Then you have common expressions which are often used over and over again by a particular author. For example, in John 1:34, John the Baptist says for I have seen and I have testified that this is truly the Son of God. This is what you have in most manuscripts, but in Codex Sinaiticus and in two early papyri, one of which was discovered in 1998, says that I have seen and I have testified that this is the unique one of God. Not the Son of God. Consequently, what would the scribe be likely to do, to say this is the elect one or to say that this is the Son of God? Well, nowhere else does John call Jesus the elect one of God, but many times, he speaks of him as the Son of God. Scribes would be prone to change the elect one to the Son of God. And I this is significant that we see this kind of thing happening. In the Gospels, we have in Luke 5:30, but the Pharisees and the experts in the law complained to his disciples saying, why do you eat and drink with tax collectors and sinners? That same pericope, that same story is found in Mark 2 and there the wording is a little different, ‘so when the experts of the law and the Pharisees saw that he was eating with sinners and tax collectors, they said to his disciples, why does he eat with tax collectors and sinners?’ What you have in Luke is, ‘why do you eat and drink with tax collectors and sinners?’ There is no contradiction between these two, but even in things like this, you get some scribes to say, well, let’s harmonize the wording here. So, later Byzantine manuscripts harmonize Mark 2:16 in order to conform to Luke 5:30 by adding ‘and drink.’ So in the Byzantine manuscripts, it says, ‘why does he eat and drink with tax collectors and sinners?’ So it is the same wording that Luke has in his.

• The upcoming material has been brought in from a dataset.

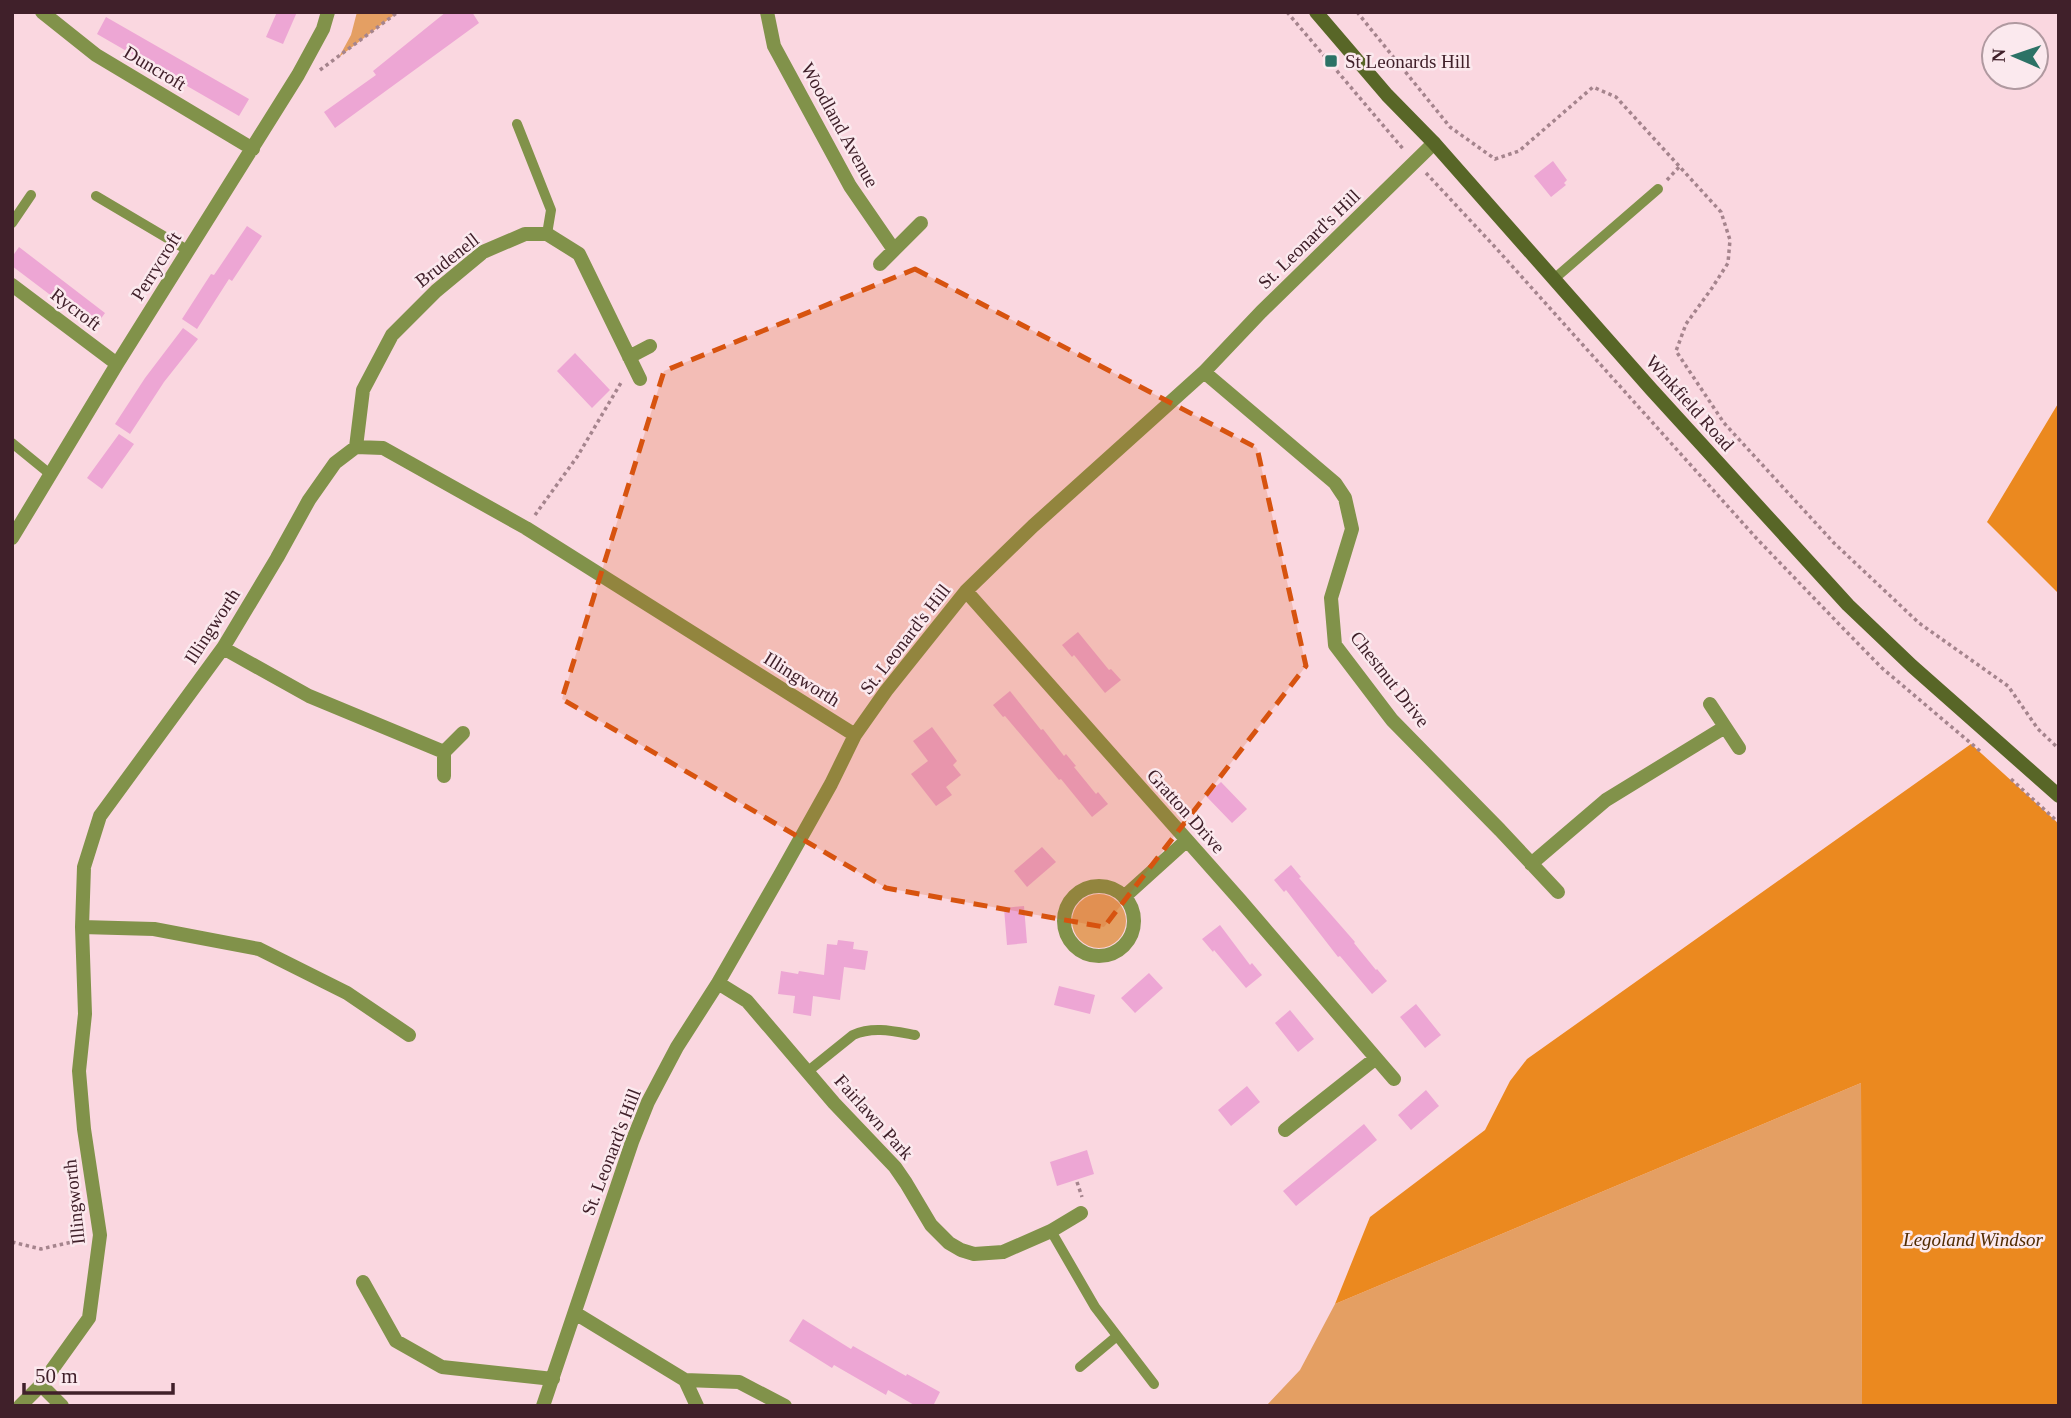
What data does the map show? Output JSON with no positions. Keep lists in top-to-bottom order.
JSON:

Even when it did involve supposed discrepancies, scripts tended to harmonize. It was a massive motivation on their part. So, virtually all manuscripts harmonized to some degree, showing that the manuscripts were not produced by heretics or at least those who may have been produced by heretics

did not seem to produce heretical ideas, at least, not very often. In fact, it’s difficult to find any place where this had been done.

3.) They also corrected apparent Discrepancies

Again, the piety of the scribes is seen here. Virtually all manuscripts correct apparent discrepancies. Mark 1:2-3 is a classic text. ‘As it is written in Isaiah the prophet, look, I am sending my messenger ahead of you, who will prepare your way, the voice of one shouting in the wilderness, prepare the way for the Lord, make his paths straight.’ And then you have other manuscripts that say ‘in the prophets’ instead of in Isaiah the prophet. What changed which? The quotation is not just from Isaiah; it actually starts with Malachi 3:1 and finishes off with Isaiah 40:3. Most of the later scribes changed the wording in order to generically reflect both Old Testament passages. It would be too cumbersome to mention both places. So instead they just say in the prophets. It is a predictable variant; it could have arisen in more than one place at one time. It is that later byzantine manuscripts that have the generic ‘in the prophets’ while the earlier manuscripts have in Isaiah the prophet. These are places where the scribe correct what they viewed as discrepancies which are most likely not discrepancies; in fact, we are not really sure how to resolve this issue, some have suggested that Isaiah was the head prophet. This is just like how Jesus had this view of what came first, such as Moses, then the songs and then the prophets. Perhaps it was once called the Law, the Psalms and Isaiah. We have to look at the evidence in terms of what the best manuscripts are telling us and then choose the reading that best explains the rise of the other. If we had the original reading of the text in the prophets, would the scribes have chosen Isaiah the prophet? The same scribes would have copied out the Old Testament, so would they do that knowing that it wasn’t just Isaiah but also Malachi? Or would it have been more like that the scribes saw Isaiah the prophet and chose to add, ‘and the prophets?’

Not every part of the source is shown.